O dimensionamento da largura total, posição e números de saídas, com o objetivo de proporcionar meios seguros de escoamento dos ocupantes de um edifício, dependem de dois fatores constantes e quatro variáveis:

Fatores constantes:

  • Largura da unidade de saída;
  • Quantidade de pessoas que podem passar por unidade de saída, na unidade de tempo.

Fatores variáveis:

  • Tipo de construção;
  • Natureza da ocupação do imóvel;
  • Espaço de tempo para a evacuação;
  • Limite máximo de distância a percorrer.

Todas as saídas de emergência devem ser dimensionadas em função da população da edificação independente do seguimento. A população de cada pavimento da edificação é calculada por tabela própria de dimensionamento de saídas de emergência, considerando sua ocupação dada na tabela de Classificação das Edificações e Área de Risco quanto à Ocupação do Regulamento de Segurança contra incêndio.

Cálculo para dimensionamento de população

Para saber qual a população para a qual deve ser dimensionada a saída de emergência de uma determinada edificação, é necessário a observância nas duas tabelas abaixo, realizando um cruzamento de informações entre as tabelas para qual será a população estimada. Como segue no exemplo abaixo:

Digamos que se trate de um pequeno mercado, térreo, com 650m² de área edificada, mais 150m² de área descoberta para estacionamento. De acordo com a tabela 4 será uma ocupação C-2. A população estimada deverá ser de 4 pessoas por m².

Logo, 650 / 4 = 162,5, ou seja, 163 pessoas.

Obs.: Note que a área de estacionamento, não edificada, apesar de necessitar de proteção por extintores de incêndio, não necessita ser levada em consideração por ser áea livre descoberta.

dados para dimensionamento das saídas de emergência
dados para dimensionamento das saidas de emergencia
dados para dimensionamento das saídas de emergência

Largura das saídas de emergência

A largura mínima para as saídas de emergência será de 1,20m, exceto nos seguintes casos:

  • 1,65m, correspondente a três unidades de passagem de 0,55 m, para as escadas, acessos (corredores e passagens) e descargas nas ocupações do grupo H-2 e H-3;
  • 2,20 m, correspondente a quatro unidades de passagem de 0,55 m, para as rampas, acesso às rampas e descarga das rampas, nas ocupações do Grupo H-2.

As saídas de emergência são dimensionadas em função de uma medida chamada “Unidade de passagem”, que vale 0,55m.

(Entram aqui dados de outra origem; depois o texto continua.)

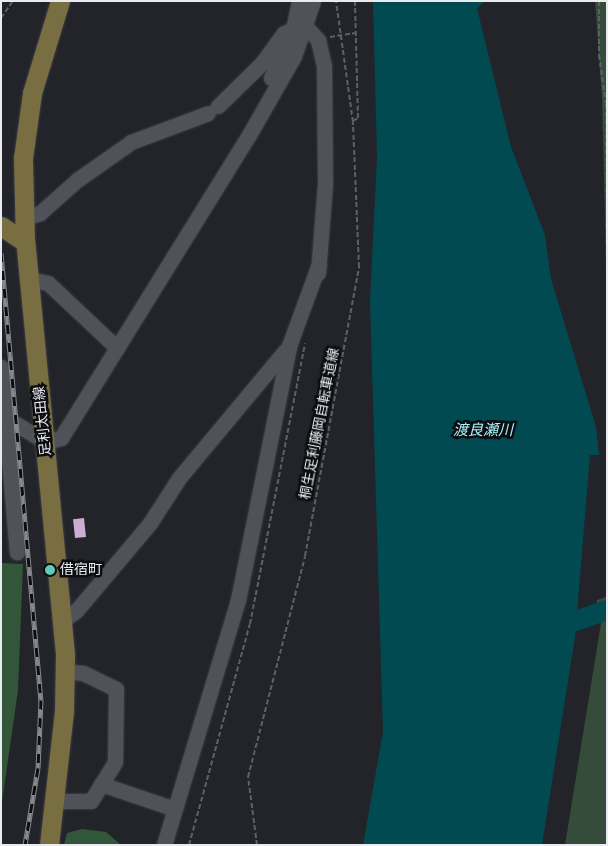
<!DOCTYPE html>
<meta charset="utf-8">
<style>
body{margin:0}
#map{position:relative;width:608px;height:846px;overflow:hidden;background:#22242a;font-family:"Fira Sans","Noto Sans JP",sans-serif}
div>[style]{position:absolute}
.green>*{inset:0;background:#344c39}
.forest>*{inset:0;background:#32563a}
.water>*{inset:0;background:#024a52}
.river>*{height:20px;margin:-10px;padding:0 10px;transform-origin:10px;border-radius:10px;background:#024a52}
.building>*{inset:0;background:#cbadd3;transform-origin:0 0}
.path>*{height:2px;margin-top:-1px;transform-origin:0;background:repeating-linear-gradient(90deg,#5e6065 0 5px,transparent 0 7.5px)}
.roads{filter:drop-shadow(0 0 1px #3c3e43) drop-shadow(0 0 1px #3c3e43)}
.minor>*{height:15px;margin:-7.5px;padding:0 7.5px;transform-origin:7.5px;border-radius:7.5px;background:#505259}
.major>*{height:19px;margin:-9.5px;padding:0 9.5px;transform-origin:9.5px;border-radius:9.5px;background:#796e41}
.rail>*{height:5px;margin-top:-2.5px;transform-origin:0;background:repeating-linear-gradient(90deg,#0c0d10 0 9px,#87898e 0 18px);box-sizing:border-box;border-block:1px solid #87898e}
.dots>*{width:14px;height:14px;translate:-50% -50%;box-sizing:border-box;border:2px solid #0c0d10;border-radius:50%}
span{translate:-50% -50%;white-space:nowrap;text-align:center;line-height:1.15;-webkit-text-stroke:5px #0c0d10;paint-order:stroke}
.street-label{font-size:14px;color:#eaebf0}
.poi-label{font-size:14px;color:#eaebf0}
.left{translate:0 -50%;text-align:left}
.water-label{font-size:15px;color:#a6f1fb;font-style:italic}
.frame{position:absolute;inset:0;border:2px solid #eaebf0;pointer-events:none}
</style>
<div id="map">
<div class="green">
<i style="clip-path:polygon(595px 1px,607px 1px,607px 301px,602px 97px)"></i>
<i style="clip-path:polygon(607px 589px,607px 845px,565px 845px,601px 623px,594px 623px,597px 600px,606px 597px)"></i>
</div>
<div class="forest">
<i style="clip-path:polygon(1px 563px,23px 564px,18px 690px,1px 809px)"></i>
<i style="clip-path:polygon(82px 829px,106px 832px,121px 845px,64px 845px,67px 833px)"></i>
</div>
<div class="water">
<i style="clip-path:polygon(373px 1px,486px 1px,477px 8px,511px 147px,545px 235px,551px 279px,596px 427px,599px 455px,590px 455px,575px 637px,542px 845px,363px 845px,383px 732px,370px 301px,377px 157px)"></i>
</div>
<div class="river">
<i style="left:561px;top:626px;width:49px;rotate:-19.2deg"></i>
</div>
<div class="building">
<i style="left:84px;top:518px;width:19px;height:11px;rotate:84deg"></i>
</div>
<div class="path">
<i style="left:599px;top:1px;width:54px;rotate:90deg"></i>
<i style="left:599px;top:55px;width:49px;rotate:81.9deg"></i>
<i style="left:606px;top:104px;width:173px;rotate:89.7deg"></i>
<i style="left:1px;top:18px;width:21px;rotate:-55deg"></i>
<i style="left:330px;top:37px;width:25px;rotate:-9deg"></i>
<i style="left:353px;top:121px;width:6px;rotate:-31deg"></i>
<i style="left:358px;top:118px;width:117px;rotate:-91.5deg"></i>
<i style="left:189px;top:845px;width:229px;rotate:-74.6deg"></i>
<i style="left:250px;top:624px;width:286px;rotate:-78.9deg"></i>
<i style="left:257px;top:845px;width:69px;rotate:-97.5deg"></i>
<i style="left:248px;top:777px;width:228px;rotate:-75.5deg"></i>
<i style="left:305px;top:556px;width:294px;rotate:-79.4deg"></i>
<i style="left:359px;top:267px;width:145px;rotate:-92.4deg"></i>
<i style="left:353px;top:122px;width:122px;rotate:-98deg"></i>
</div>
<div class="roads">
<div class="minor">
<i style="left:306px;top:27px;width:18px;rotate:47deg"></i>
<i style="left:318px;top:40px;width:26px;rotate:77deg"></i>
<i style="left:324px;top:65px;width:119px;rotate:89.5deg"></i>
<i style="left:325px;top:184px;width:89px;rotate:94.5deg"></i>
<i style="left:271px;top:78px;width:49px;rotate:-64.5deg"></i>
<i style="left:292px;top:34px;width:34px;rotate:-78deg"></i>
<i style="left:218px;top:106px;width:62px;rotate:-44.3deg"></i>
<i style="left:262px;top:63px;width:37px;rotate:-54deg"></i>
<i style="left:284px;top:33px;width:9px;rotate:-21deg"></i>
<i style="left:24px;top:218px;width:17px;rotate:-17deg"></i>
<i style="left:40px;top:213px;width:50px;rotate:-41.7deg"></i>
<i style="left:77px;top:180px;width:66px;rotate:-35.1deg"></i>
<i style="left:131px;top:142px;width:82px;rotate:-20.6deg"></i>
<i style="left:29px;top:279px;width:19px;rotate:12deg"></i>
<i style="left:48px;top:283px;width:95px;rotate:43.3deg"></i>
<i style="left:1px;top:367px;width:186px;rotate:85.1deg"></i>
<i style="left:1px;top:415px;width:52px;rotate:31deg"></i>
<i style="left:46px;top:442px;width:16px;rotate:-15deg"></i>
<i style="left:61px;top:438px;width:357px;rotate:-58.2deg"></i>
<i style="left:249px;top:135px;width:91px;rotate:-60.3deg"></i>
<i style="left:294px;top:56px;width:58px;rotate:-70.9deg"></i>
<i style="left:63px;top:620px;width:16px;rotate:-35deg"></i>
<i style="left:76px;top:611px;width:115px;rotate:-49.9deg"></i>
<i style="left:150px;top:523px;width:54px;rotate:-57.2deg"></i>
<i style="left:179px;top:478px;width:165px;rotate:-50.2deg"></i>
<i style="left:101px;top:784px;width:78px;rotate:18.7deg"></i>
<i style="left:55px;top:801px;width:36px"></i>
<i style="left:91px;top:801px;width:46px;rotate:-58.4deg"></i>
<i style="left:115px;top:762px;width:73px;rotate:-89.2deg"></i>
<i style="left:116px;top:689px;width:37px;rotate:-154deg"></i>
<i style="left:83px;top:673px;width:18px;rotate:-174deg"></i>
<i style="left:164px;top:845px;width:256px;rotate:-73.2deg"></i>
<i style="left:238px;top:600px;width:259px;rotate:-78.6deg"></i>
<i style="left:289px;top:346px;width:87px;rotate:-69.9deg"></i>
</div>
<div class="major">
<i style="left:1px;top:226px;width:29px;rotate:34deg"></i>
<i style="left:49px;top:845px;width:134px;rotate:-83.6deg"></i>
<i style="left:64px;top:712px;width:58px;rotate:-89deg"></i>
<i style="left:65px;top:654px;width:414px;rotate:-95.5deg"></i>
<i style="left:25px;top:242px;width:84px;rotate:-91.4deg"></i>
<i style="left:23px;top:158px;width:66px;rotate:-82.1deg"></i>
<i style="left:32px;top:93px;width:96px;rotate:-73.1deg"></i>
</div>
</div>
<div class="rail">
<i style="left:1px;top:253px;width:449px;rotate:84.9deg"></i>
<i style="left:41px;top:700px;width:68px;rotate:92.5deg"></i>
<i style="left:38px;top:768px;width:78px;rotate:99.6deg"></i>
</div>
<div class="dots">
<i style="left:50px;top:570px;background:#5eceb8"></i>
</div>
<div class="street-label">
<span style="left:43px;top:421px;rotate:-96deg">足利太田線</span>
<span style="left:320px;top:424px;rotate:-79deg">桐生足利藤岡自転車道線</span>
</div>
<div class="poi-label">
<span class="left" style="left:60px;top:570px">借宿町</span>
</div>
<div class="water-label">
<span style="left:483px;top:431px">渡良瀬川</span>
</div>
<div class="frame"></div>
</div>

Voltando ao exemplo citado acima, pela unidade da tabela, percebemos que cada Unidade de Passagem, para essa ocupação, tanto no acesso/descarga, quanto nas portas, permite a passagem de 100 pessoas. Como a população é de 163 pessoas, necessitaremos de no mínimo duas unidades de passagem em uma só porta, para permitir o escape das pessoas do mercado. Ou duas portas, conforme abaixo.

Logo, o mercado deveria possuir uma saída com duas Unidades de Passagem de 0,55 m cada, ou seja, com 1,10 m de largura. Como a largura mínima para saídas é de 1,20 m, essa será a largura da saída. Caso o proprietário do mercado queira efetuar a saída por duas portas, ambas deverão possuir 0,80 porque essa é a largura mínima admitida para as portas de saídas de emergência. E cada porta valerá por uma unidade de passagem.

Distância máxima a ser percorrida

Outro fator básico a ser considerado é a distância máxima a ser percorrida até a saída de emergência. Essa distância deverá ser maior ou menor em função da existência de uma ou mais saídas (distantes no mínimo 12 metros uma da outra). As distâncias máximas a serem percorridas são as constantes da tabela abaixo:

 Classificação das edificações quanto às suas características construtivas

X = Edificações em que o crescimento e a propagação do incêndio podem ser fáceis e onde a estabilidade pode ser ameaçada pela ação do incêndio. São normalmente as construções com estruturas e entrepisos combustíveis.

Y = Edificações onde um dos três eventos é provável: rápido crescimento do incêndio; propagação vertical do incêndio; colapso estrutural. São normalmente edificações com estrutura resistente ao fogo (concreto ou metálica protegida), mas com fácil propagação de fogo entre os pavimentos.

Z = Edificações concebidas para limitar o: rápido crescimento do incêndio; propagação vertical do incêndio; colapso estrutural. São os prédios com estrutura resistente ao fogo e isolamento entre pavimentos.